Government agencies are not willing and they are not interested to allow any information get to the public because of probably fear of exposing the dubious and corrupt practices that are reigning there or attached to the budget implementation.
It is a struggle we must continue with. We cannot give up. We must ensure that as long as it is public funds, the Nigerian public must have the right to ask questions and seek for clarifications on some of the things that have been done.
And that is because it is not their personal resources. It is public resources and that is why we must continue to demand for accountability.
We will not give up in terms of our resistance for the process to be open, transparent and accountable because this is our country; and we have collective responsibilities and obligations to make things work.

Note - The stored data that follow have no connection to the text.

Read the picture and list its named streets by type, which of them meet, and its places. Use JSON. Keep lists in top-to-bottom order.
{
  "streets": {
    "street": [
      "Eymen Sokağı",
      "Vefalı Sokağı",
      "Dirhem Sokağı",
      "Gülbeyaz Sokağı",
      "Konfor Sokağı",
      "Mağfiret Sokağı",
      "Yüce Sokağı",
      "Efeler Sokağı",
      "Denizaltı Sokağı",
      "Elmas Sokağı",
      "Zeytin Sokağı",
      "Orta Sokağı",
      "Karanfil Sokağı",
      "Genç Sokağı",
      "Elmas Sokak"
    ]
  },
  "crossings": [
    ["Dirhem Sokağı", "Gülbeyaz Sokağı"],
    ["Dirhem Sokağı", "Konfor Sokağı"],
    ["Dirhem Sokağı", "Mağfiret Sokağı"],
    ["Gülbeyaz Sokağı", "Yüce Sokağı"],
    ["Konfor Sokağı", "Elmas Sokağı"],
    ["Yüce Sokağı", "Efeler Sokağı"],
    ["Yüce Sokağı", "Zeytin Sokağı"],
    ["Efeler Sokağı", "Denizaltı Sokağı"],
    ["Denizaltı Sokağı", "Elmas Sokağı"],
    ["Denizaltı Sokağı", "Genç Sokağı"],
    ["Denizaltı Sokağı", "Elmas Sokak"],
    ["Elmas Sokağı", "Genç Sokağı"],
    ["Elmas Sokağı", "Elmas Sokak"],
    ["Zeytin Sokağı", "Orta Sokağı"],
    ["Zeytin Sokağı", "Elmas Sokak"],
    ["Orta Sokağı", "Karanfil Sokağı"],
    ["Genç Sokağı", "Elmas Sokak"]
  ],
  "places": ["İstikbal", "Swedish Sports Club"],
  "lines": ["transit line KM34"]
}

Therefore, we must not be deterred by blackmail or lack of access to information. We will continue to push for greater transparency in governance.

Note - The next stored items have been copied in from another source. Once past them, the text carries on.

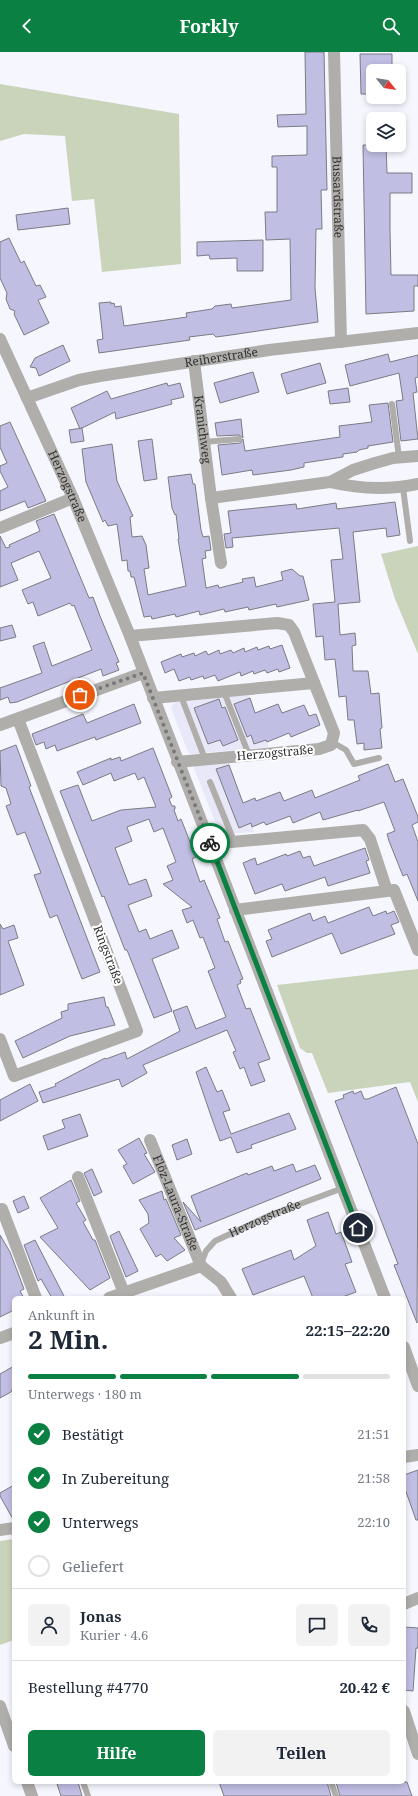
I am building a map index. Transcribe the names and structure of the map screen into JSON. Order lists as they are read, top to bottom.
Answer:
{
  "streets": {
    "street": [
      "Bussardstraße",
      "Reiherstraße",
      "Kranichweg",
      "Herzogstraße",
      "Ringstraße",
      "Flöz-Laura-Straße"
    ]
  },
  "crossings": [
    ["Bussardstraße", "Reiherstraße"],
    ["Reiherstraße", "Kranichweg"],
    ["Reiherstraße", "Herzogstraße"],
    ["Herzogstraße", "Flöz-Laura-Straße"]
  ],
  "north": "bottom right",
  "page": {
    "header": "Forkly",
    "heading": ["2 Min.", "Ankunft in", "22:15–22:20"],
    "panel": [
      "Jonas",
      "Kurier · 4.6",
      "Bestellung #4770",
      "20.42 €"
    ],
    "bar": "Unterwegs · 180 m",
    "list": [
      ["Bestätigt", "21:51"],
      ["In Zubereitung", "21:58"],
      ["Unterwegs", "22:10"],
      "Geliefert"
    ],
    "buttons": ["Hilfe", "Teilen"]
  }
}
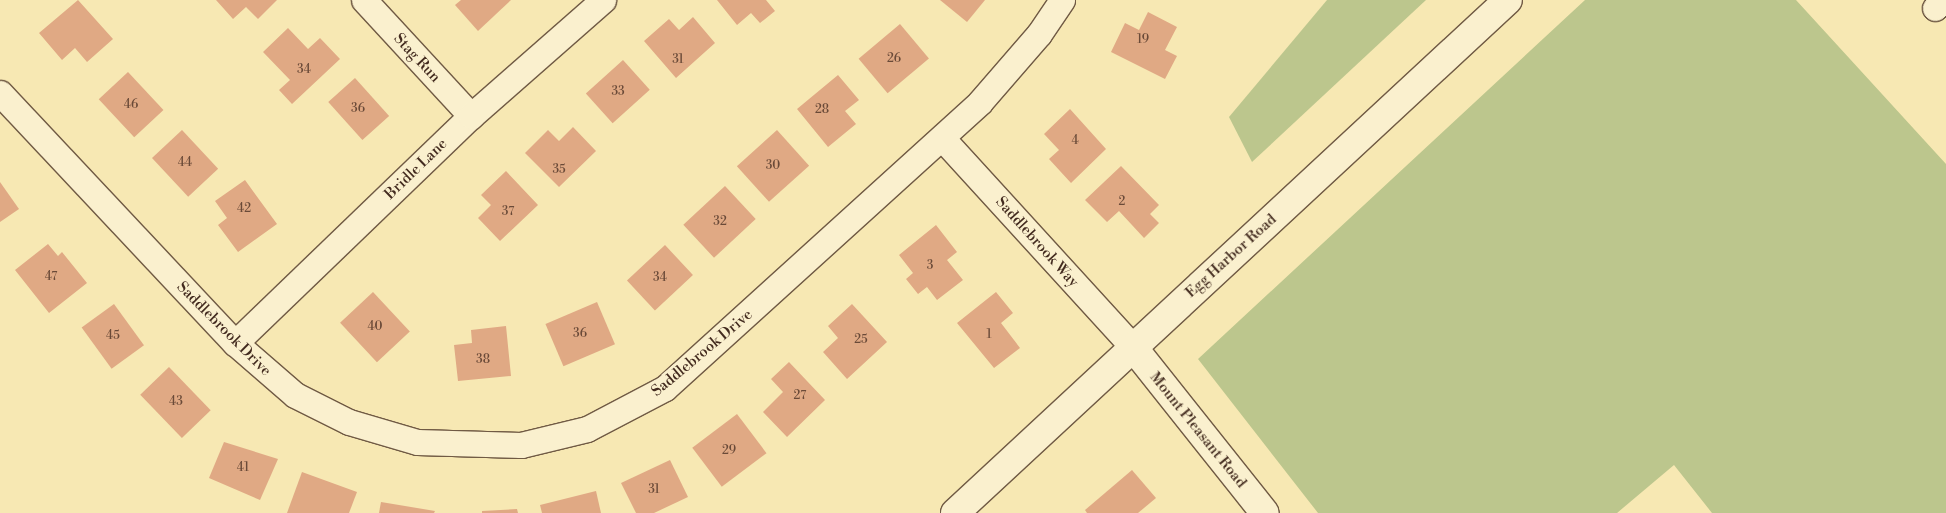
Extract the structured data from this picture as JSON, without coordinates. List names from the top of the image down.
{
  "streets": {
    "main road": ["Egg Harbor Road", "Mount Pleasant Road"],
    "street": [
      "Stag Run",
      "Bridle Lane",
      "Saddlebrook Way",
      "Saddlebrook Drive"
    ]
  },
  "crossings": [
    ["Stag Run", "Bridle Lane"],
    ["Bridle Lane", "Saddlebrook Drive"],
    ["Saddlebrook Way", "Egg Harbor Road"],
    ["Saddlebrook Way", "Saddlebrook Drive"],
    ["Saddlebrook Way", "Mount Pleasant Road"],
    ["Egg Harbor Road", "Mount Pleasant Road"]
  ],
  "house_numbers": [
    "19",
    "26",
    "31",
    "34",
    "33",
    "46",
    "36",
    "28",
    "4",
    "44",
    "30",
    "35",
    "2",
    "42",
    "37",
    "32",
    "3",
    "47",
    "34",
    "40",
    "36",
    "1",
    "45",
    "25",
    "38",
    "27",
    "43",
    "29",
    "41",
    "31"
  ]
}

What is your assessment of the Freedom of Information Act in Nigeria in the last one year?
The freedom of information regime that we have in the last one year is just beginning to be recognized by different arms of government. Many of them did not think that it is law that they need to even know or adhere to.
But thanks to the efforts of civil society groups; they are making this to be a serious matter. Therefore, if any government agency refuses to comply with the law, already some groups have begin to test this in our courts and this will begin to compel government officials to change their mindsets and attitude about public information, because everything is secret.

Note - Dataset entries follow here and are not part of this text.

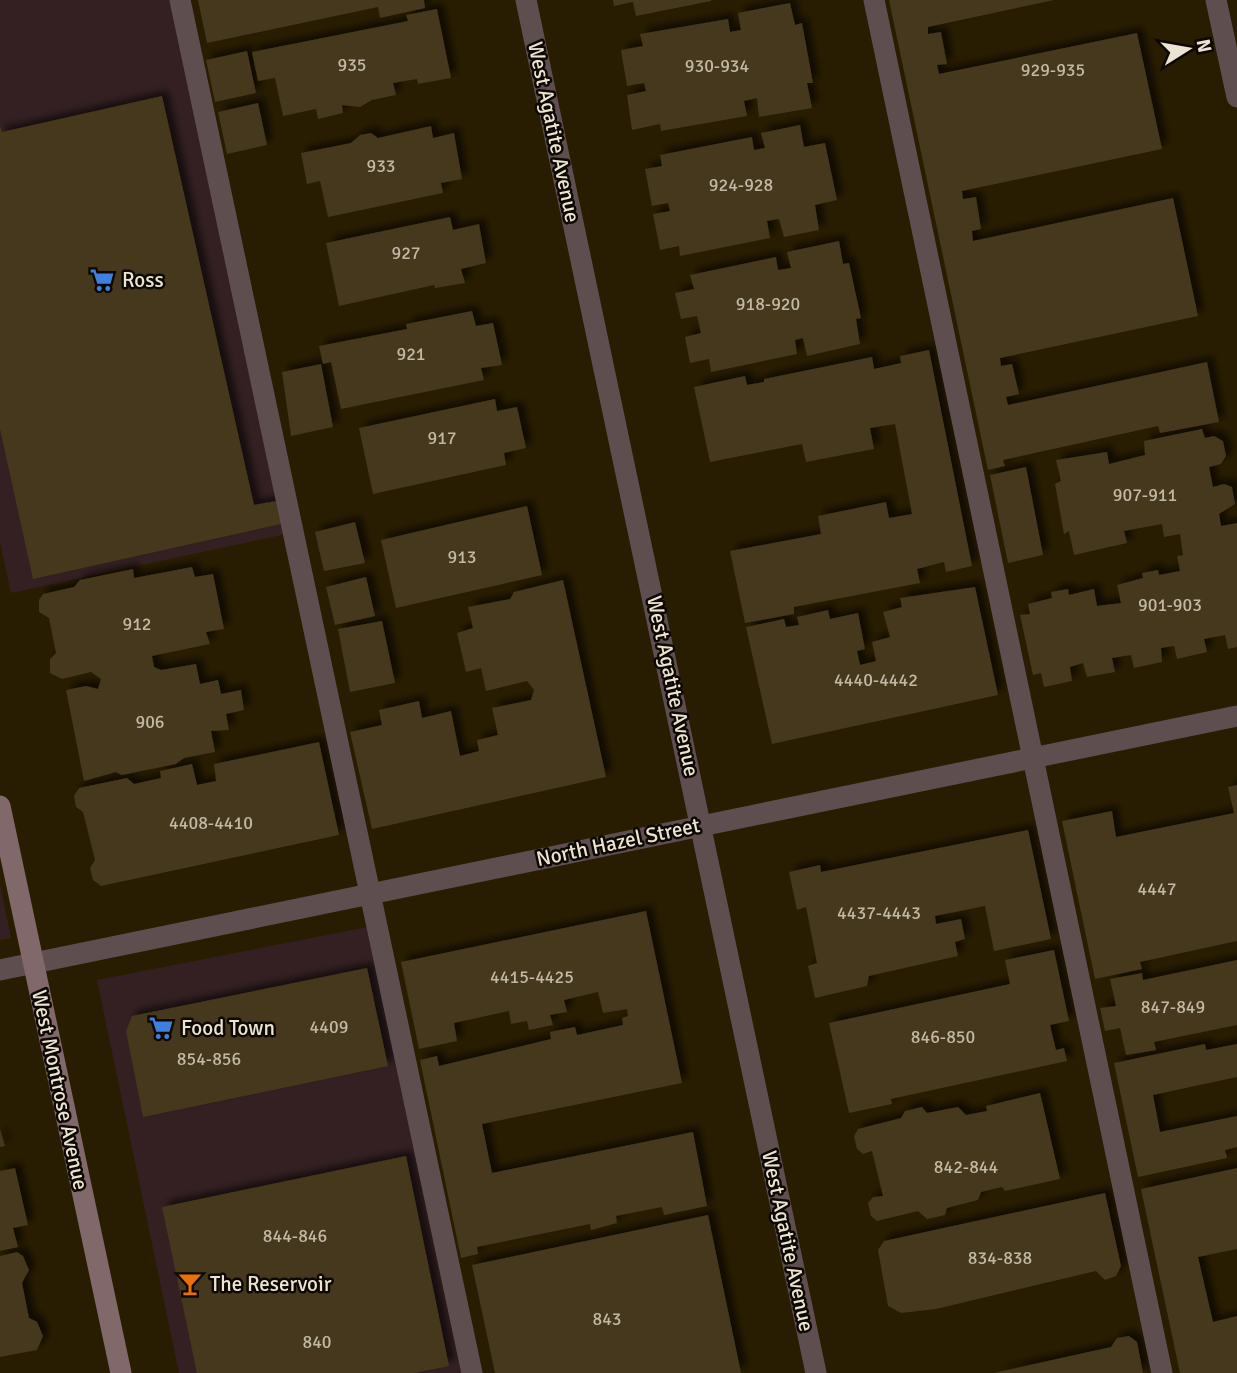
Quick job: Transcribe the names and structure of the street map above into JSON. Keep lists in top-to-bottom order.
{
  "streets": {
    "main road": ["West Montrose Avenue"],
    "street": ["West Agatite Avenue", "North Hazel Street"]
  },
  "crossings": [
    ["West Agatite Avenue", "North Hazel Street"],
    ["North Hazel Street", "West Montrose Avenue"]
  ],
  "places": {
    "supermarket": ["Ross", "Food Town"],
    "bar": ["The Reservoir"]
  },
  "house_numbers": [
    "935",
    "930-934",
    "929-935",
    "933",
    "924-928",
    "927",
    "918-920",
    "921",
    "917",
    "907-911",
    "913",
    "901-903",
    "912",
    "4440-4442",
    "906",
    "4408-4410",
    "4447",
    "4437-4443",
    "4415-4425",
    "847-849",
    "4409",
    "846-850",
    "854-856",
    "842-844",
    "844-846",
    "834-838",
    "843",
    "840"
  ],
  "north": "right"
}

If you want to know the numbers of staff in this ministry, it is secret. If you want to know anything about the budget, it is secret; everything is secret because everything is shrouded in corruption.
So, though the implementation of the freedom of information has not gone anywhere, at least, the knowledge of the existence of the law is fast spreading.
Do you think government itself is doing enough in meeting its responsibilities? For example, the Attorney-General’s office needs to do a framework and so on. Bit it has not been done
They are not fast enough because many of them were taken by surprise that civil societies made that giant effort to ensure that we have the law. Many of them don’t believe in any transparent process.
So, they want the secrecy to continue and this also affects some of the government’s officials. Even when the legislators want to get information, they don’t get it because everything is secret.
It is even in the interest of everybody that we have an open government and open system because the risk in secrecy, in hiding information, is more than making it available. Because in the process of hiding the information, even what you did not do, people will say you have done it.
Finally, what do you think about the president who signed the law and has completely ignored requests made for the declaration of his assets?
I want to tell you that the president did not willingly assent that document. It was a struggle, even though we are still happy that he finally assented to it. But it was not an easy struggle to convince him to get that law passed.
Now, having passed the law, if they have their way, they will definitely frustrate it; they will make it unworkable.
That is why you see that one year after, the ministry of information and the attorney-general’s office have not tackled this law with the speed that is required for them to act; because they are still thinking on how to sabotage this law.
Why do you say the president doesn’t even believe in it?
The president signed that law because of the pressure from both the international community and the civil society groups in Nigeria.
Secondly, he wanted to gain cheap popularity. We thank him for signing it but we want him to comply with the law. We want him to lead the process of implementing that law.
That is the only means he can convince us that he signed that law willingly and because he wants Nigeria’s progress.